WHAT IS NEEDED —
Your task is to filter the data below down to the lines holding "inset".

SUPPLIED RECORDS START

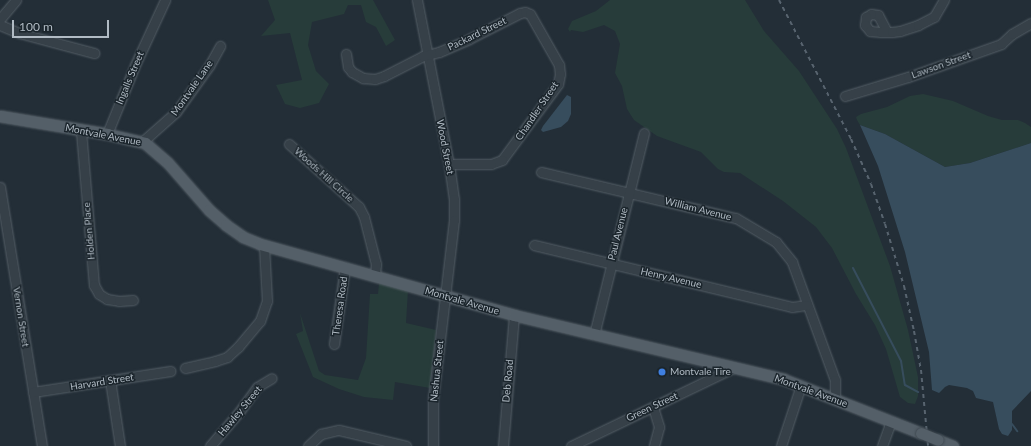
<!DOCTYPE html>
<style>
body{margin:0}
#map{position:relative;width:1031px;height:446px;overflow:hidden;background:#232e37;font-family:Lato,sans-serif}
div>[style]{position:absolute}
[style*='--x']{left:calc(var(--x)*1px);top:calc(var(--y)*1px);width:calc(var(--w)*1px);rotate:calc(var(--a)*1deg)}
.green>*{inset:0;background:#273c3a}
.water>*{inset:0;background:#374d5d}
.stream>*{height:2px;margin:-1px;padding:0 1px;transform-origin:1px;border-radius:1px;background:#374d5d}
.roads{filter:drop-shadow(0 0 1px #545e66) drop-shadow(0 0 1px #545e66)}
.minor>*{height:9px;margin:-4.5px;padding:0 4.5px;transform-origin:4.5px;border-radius:4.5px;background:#364048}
.major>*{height:11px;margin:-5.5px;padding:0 5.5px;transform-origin:5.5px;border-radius:5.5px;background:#545f68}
.rail>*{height:2px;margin-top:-1px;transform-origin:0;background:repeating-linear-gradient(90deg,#58646f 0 4px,transparent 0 8px)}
.bridges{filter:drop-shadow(0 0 1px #3f4951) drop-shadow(0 0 1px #3f4951)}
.major-bridge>*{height:11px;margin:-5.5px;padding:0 5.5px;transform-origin:5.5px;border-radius:5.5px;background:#545f68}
.dots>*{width:11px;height:11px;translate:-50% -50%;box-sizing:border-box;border:2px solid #1b252c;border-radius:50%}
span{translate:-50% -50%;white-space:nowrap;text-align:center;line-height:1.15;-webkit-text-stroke:3px #1b252c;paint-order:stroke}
.street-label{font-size:10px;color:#b1bbc4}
.poi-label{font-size:10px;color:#b1bbc4}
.left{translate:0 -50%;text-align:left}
.scale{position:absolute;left:12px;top:20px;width:97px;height:18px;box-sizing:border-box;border:2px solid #b1bbc4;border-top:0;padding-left:5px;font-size:12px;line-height:14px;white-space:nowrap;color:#b1bbc4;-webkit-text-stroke:3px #1b252c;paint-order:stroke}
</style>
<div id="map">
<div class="green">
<div style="clip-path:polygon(268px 0,373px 0,395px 40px,386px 46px,376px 27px,366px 22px,361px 5px,348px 5px,344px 14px,312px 22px,308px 45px,316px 71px,329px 84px,319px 103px,300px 108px,285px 104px,276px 85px,302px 80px,290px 33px,261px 36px,275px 20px)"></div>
<div style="clip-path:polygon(610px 0,745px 0,764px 31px,799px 71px,837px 129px,846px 148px,890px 266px,908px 330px,918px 377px,918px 396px,915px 404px,908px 403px,900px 397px,886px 349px,875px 325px,856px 294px,832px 248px,816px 227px,783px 201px,740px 173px,724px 172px,718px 169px,701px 152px,657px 136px,634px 120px,627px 109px,622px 86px,615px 73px,620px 44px,615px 31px,604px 25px,583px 32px,571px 30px,570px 32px,568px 29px,572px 21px,596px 11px)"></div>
<div style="clip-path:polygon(923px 94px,953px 101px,988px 116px,1002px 120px,1018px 120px,1025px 123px,1031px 127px,1031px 143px,970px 163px,945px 167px,885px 134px,860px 125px,857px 120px,856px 117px,861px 114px,887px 107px,910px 96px)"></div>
<div style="clip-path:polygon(379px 283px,408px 290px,406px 323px,436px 330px,430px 388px,395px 382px,393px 400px,364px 397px,339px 389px,313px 377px,296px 334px,303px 331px,300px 313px,319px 371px,325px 375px,358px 380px,366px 358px,370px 294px,378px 294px)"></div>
</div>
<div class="water">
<div style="clip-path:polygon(567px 95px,571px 97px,571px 114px,568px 121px,561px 127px,543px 132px,541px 130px,543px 126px)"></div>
<div style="clip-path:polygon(860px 125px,885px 134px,945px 167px,970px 163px,1031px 143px,1031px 391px,1012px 411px,1012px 430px,1008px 436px,1002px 434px,999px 429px,993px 402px,976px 398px,973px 391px,967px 388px,949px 385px,945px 387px,939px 393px,932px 390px,929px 352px,905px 252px,878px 166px)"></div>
</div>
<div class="stream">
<div style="--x:853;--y:268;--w:105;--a:62.7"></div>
<div style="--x:901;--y:361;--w:24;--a:81"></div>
<div style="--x:905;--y:385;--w:15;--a:28"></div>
<div style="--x:1012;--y:424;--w:9;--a:54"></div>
</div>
<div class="roads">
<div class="minor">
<div style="--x:417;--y:0;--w:167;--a:79"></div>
<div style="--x:449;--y:164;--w:35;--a:82"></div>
<div style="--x:454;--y:199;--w:21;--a:90"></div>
<div style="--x:454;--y:220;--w:179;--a:96.7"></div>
<div style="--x:433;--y:398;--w:48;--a:90"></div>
<div style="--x:0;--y:19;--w:25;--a:-50"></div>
<div style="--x:0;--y:25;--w:21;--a:23"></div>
<div style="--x:19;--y:33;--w:78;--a:14.9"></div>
<div style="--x:887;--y:32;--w:19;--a:-118"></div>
<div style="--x:878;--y:15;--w:7;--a:-172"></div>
<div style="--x:871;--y:14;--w:6;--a:149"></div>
<div style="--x:866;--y:17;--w:8;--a:97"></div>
<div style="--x:865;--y:25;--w:8;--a:50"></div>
<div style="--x:870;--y:31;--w:11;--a:5"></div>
<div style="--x:881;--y:32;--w:11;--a:0"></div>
<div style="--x:892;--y:32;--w:8;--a:-7"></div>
<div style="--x:900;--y:31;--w:19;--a:-18"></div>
<div style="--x:918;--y:25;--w:18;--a:-27"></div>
<div style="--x:934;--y:17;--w:20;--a:-60"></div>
<div style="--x:346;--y:54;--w:13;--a:81"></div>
<div style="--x:348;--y:67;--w:6;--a:51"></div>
<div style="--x:352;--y:72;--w:13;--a:29"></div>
<div style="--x:363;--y:78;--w:12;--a:5"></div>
<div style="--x:375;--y:79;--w:9;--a:-18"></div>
<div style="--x:384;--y:76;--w:44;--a:-27.1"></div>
<div style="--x:423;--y:56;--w:16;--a:-14"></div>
<div style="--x:439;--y:52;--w:33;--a:-23"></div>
<div style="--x:469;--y:39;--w:57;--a:-27"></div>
<div style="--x:520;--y:13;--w:5;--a:-11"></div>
<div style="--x:525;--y:12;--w:5;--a:22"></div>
<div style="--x:530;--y:14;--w:59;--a:60.4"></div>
<div style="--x:559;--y:65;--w:9;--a:84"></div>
<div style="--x:560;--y:74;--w:10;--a:101"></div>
<div style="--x:558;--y:84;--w:94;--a:126.4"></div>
<div style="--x:502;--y:160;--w:12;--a:160"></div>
<div style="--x:491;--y:164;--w:42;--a:180"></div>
<div style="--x:845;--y:96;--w:66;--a:-16.8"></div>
<div style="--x:908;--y:77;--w:99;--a:-19.5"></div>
<div style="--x:1001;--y:44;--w:15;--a:-42"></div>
<div style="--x:1012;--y:34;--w:22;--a:-30"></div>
<div style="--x:81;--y:131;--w:155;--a:85.2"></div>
<div style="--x:94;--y:285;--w:10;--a:61"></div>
<div style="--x:99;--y:294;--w:9;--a:32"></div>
<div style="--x:107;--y:299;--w:12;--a:9"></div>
<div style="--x:119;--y:301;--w:14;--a:-4"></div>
<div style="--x:107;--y:134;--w:74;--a:-67.9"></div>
<div style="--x:135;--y:65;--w:72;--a:-65.2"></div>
<div style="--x:142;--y:142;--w:45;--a:-41.4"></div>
<div style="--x:176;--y:112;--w:57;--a:-54.3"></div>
<div style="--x:209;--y:66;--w:23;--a:-61"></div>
<div style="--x:289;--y:144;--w:94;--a:42"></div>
<div style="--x:359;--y:207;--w:11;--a:63"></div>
<div style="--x:364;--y:217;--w:49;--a:75.7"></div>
<div style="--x:376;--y:264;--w:12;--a:95"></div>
<div style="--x:541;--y:172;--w:200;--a:13.3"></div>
<div style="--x:736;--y:218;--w:47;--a:31"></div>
<div style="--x:776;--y:242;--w:26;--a:51"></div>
<div style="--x:792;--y:262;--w:126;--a:70"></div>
<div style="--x:835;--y:380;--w:19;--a:90"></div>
<div style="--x:0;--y:187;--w:262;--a:80.8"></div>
<div style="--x:534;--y:245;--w:265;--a:13.5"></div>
<div style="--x:792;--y:307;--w:15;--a:-8"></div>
<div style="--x:594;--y:335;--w:208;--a:-76.1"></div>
<div style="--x:334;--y:344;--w:78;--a:-81.9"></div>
<div style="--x:185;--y:368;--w:31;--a:-13"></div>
<div style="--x:215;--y:361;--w:13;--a:-18"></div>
<div style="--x:227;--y:357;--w:15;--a:-42"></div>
<div style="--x:238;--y:347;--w:34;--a:-50"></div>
<div style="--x:260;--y:321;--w:21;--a:-71"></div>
<div style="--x:267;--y:301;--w:56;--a:-93.1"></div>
<div style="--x:110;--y:380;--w:67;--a:81.4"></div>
<div style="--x:33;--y:392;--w:139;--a:-8.7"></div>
<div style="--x:653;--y:407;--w:21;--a:73"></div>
<div style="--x:659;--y:427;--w:20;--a:105"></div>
<div style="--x:210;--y:446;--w:45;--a:-49.5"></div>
<div style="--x:239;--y:412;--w:31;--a:-54"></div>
<div style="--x:257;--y:387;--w:17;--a:-31"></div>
<div style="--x:308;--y:446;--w:18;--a:-43"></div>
<div style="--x:321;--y:434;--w:18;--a:-13"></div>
<div style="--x:339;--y:430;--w:69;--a:13.4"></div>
<div style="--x:503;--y:446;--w:131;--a:-85.2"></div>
<div style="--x:571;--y:446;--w:180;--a:-25.7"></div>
<div style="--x:781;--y:446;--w:64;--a:-71.8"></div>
<div style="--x:882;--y:446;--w:27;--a:-70"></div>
</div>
<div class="major">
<div style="--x:0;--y:116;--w:109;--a:9.5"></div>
<div style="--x:107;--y:134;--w:39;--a:13"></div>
<div style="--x:145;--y:143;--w:30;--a:41"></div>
<div style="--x:168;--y:163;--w:62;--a:48.9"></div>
<div style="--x:209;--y:210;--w:23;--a:41"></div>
<div style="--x:226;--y:225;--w:21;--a:35"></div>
<div style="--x:243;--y:237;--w:18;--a:22"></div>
<div style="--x:260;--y:244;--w:264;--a:15.6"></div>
<div style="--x:514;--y:315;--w:277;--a:13.4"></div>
<div style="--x:783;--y:379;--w:148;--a:21.4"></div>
<div style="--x:938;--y:440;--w:16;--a:22"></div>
</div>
</div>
<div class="rail">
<div style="--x:779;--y:0;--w:157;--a:62.6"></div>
<div style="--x:851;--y:139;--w:49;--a:66"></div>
<div style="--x:871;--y:184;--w:42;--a:70.7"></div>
<div style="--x:885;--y:224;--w:65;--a:73"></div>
<div style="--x:904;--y:286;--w:46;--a:77.5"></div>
<div style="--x:914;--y:331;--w:40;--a:80"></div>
<div style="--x:921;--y:370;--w:76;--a:84.7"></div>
</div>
<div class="bridges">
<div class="major-bridge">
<div style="--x:921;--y:433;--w:18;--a:22"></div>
</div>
</div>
<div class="dots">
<div style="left:662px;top:372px;background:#3f7fe0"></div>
</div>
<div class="street-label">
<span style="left:477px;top:34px;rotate:-26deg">Packard Street</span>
<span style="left:941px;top:65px;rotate:-20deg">Lawson Street</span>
<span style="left:130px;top:78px;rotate:-67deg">Ingalls Street</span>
<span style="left:192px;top:88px;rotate:-55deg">Montvale Lane</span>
<span style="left:537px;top:111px;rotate:-56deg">Chandler Street</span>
<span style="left:103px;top:135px;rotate:11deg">Montvale Avenue</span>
<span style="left:445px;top:147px;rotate:79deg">Wood Street</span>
<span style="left:324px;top:175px;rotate:42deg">Woods Hill Circle</span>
<span style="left:698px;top:209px;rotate:14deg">William Avenue</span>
<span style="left:89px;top:231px;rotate:-95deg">Holden Place</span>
<span style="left:618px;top:234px;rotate:-76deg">Paul Avenue</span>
<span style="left:671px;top:278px;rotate:13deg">Henry Avenue</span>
<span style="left:462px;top:301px;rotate:16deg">Montvale Avenue</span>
<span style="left:340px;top:306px;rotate:-82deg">Theresa Road</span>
<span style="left:21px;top:317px;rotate:81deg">Vernon Street</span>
<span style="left:437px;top:371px;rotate:-84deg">Nashua Street</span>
<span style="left:508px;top:381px;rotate:-85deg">Deb Road</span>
<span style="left:102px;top:382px;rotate:-9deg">Harvard Street</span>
<span style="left:811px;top:391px;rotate:20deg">Montvale Avenue</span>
<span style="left:652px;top:407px;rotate:-25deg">Green Street</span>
<span style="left:240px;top:411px;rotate:-50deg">Hawley Street</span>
</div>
<div class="poi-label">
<span class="left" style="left:670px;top:372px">Montvale Tire</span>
</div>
<div class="scale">100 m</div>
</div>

SUPPLIED RECORDS END

RESULT FOR THIS EXERCISE —
.green>*{inset:0;background:#273c3a}
.water>*{inset:0;background:#374d5d}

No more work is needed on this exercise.